### Exercise prompt
Nothing but the data, repeated exactly, belongs in the answer.

Stored items from a collection:

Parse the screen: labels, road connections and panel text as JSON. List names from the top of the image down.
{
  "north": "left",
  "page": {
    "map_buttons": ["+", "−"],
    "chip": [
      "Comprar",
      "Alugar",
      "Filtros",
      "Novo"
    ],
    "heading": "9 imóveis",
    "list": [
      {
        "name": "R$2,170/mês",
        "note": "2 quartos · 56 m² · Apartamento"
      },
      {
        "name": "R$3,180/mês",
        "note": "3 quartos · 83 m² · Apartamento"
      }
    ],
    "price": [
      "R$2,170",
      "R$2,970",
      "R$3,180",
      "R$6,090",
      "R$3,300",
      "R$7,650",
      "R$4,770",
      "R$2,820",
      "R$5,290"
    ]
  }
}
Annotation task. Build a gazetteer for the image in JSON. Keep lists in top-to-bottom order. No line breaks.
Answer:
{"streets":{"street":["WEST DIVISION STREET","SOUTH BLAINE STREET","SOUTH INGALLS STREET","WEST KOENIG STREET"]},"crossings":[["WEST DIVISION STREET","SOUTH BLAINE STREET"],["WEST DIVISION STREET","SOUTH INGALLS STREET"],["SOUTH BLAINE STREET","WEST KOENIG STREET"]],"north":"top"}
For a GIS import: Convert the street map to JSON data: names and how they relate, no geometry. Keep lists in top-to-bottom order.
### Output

### Written reply
Parse the screen: labels, road connections and panel text as JSON. List names from the top of the image down.
{
  "north": "left",
  "page": {
    "map_buttons": ["+", "−"],
    "chip": [
      "Comprar",
      "Alugar",
      "Filtros",
      "Novo"
    ],
    "heading": "9 imóveis",
    "list": [
      {
        "name": "R$2,170/mês",
        "note": "2 quartos · 56 m² · Apartamento"
      },
      {
        "name": "R$3,180/mês",
        "note": "3 quartos · 83 m² · Apartamento"
      }
    ],
    "price": [
      "R$2,170",
      "R$2,970",
      "R$3,180",
      "R$6,090",
      "R$3,300",
      "R$7,650",
      "R$4,770",
      "R$2,820",
      "R$5,290"
    ]
  }
}
Annotation task. Build a gazetteer for the image in JSON. Keep lists in top-to-bottom order. No line breaks.
Answer:
{"streets":{"street":["WEST DIVISION STREET","SOUTH BLAINE STREET","SOUTH INGALLS STREET","WEST KOENIG STREET"]},"crossings":[["WEST DIVISION STREET","SOUTH BLAINE STREET"],["WEST DIVISION STREET","SOUTH INGALLS STREET"],["SOUTH BLAINE STREET","WEST KOENIG STREET"]],"north":"top"}
For a GIS import: Convert the street map to JSON data: names and how they relate, no geometry. Keep lists in top-to-bottom order.
### Output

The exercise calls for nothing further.